▶ Exercise instructions:
For the string "Lorong", state the number of lines in the data that contain it, and nothing else.
BEGIN
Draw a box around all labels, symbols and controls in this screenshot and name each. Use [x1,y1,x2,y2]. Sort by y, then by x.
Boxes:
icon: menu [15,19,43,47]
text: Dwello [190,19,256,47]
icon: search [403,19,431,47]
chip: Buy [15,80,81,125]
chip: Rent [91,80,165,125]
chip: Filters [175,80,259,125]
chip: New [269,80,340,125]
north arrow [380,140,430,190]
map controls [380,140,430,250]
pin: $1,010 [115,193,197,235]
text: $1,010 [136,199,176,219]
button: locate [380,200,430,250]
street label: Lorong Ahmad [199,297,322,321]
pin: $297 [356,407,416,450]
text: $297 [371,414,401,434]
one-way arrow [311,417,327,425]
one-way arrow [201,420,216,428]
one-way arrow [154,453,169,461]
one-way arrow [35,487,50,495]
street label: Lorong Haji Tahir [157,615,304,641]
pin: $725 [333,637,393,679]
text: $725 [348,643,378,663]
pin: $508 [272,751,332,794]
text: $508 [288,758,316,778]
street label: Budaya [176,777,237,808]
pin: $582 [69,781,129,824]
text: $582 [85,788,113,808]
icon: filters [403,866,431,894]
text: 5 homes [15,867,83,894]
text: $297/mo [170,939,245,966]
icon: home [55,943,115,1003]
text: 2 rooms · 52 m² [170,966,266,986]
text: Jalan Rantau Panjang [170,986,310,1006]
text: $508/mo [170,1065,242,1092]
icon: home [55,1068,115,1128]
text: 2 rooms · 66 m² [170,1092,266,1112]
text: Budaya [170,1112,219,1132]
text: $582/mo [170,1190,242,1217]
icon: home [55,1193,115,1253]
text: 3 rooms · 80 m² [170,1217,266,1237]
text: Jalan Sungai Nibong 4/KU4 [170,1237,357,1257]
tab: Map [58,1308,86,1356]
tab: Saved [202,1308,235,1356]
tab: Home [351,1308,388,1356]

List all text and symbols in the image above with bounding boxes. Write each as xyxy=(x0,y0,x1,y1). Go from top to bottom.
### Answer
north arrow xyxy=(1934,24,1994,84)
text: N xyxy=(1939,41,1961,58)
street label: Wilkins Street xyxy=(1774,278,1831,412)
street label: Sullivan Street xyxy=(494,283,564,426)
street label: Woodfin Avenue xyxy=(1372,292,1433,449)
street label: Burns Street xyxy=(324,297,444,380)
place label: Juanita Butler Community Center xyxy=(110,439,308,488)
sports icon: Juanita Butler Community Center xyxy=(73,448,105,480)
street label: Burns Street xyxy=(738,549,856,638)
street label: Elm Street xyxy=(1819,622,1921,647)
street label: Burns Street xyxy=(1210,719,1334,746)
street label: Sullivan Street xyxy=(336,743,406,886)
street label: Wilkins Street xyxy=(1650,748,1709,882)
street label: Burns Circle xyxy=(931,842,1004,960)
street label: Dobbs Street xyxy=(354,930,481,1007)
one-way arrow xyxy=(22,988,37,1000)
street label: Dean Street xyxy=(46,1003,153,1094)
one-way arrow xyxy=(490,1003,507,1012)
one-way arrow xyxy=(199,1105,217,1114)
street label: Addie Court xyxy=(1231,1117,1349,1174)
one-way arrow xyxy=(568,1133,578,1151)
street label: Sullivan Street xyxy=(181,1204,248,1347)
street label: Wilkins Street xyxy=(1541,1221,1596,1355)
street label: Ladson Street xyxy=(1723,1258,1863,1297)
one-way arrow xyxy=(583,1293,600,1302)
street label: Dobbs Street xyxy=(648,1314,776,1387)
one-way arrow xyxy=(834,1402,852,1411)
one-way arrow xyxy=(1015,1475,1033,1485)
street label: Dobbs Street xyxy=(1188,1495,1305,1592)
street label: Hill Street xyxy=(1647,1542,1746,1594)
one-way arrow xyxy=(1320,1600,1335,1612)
END
▶ Task answer:
2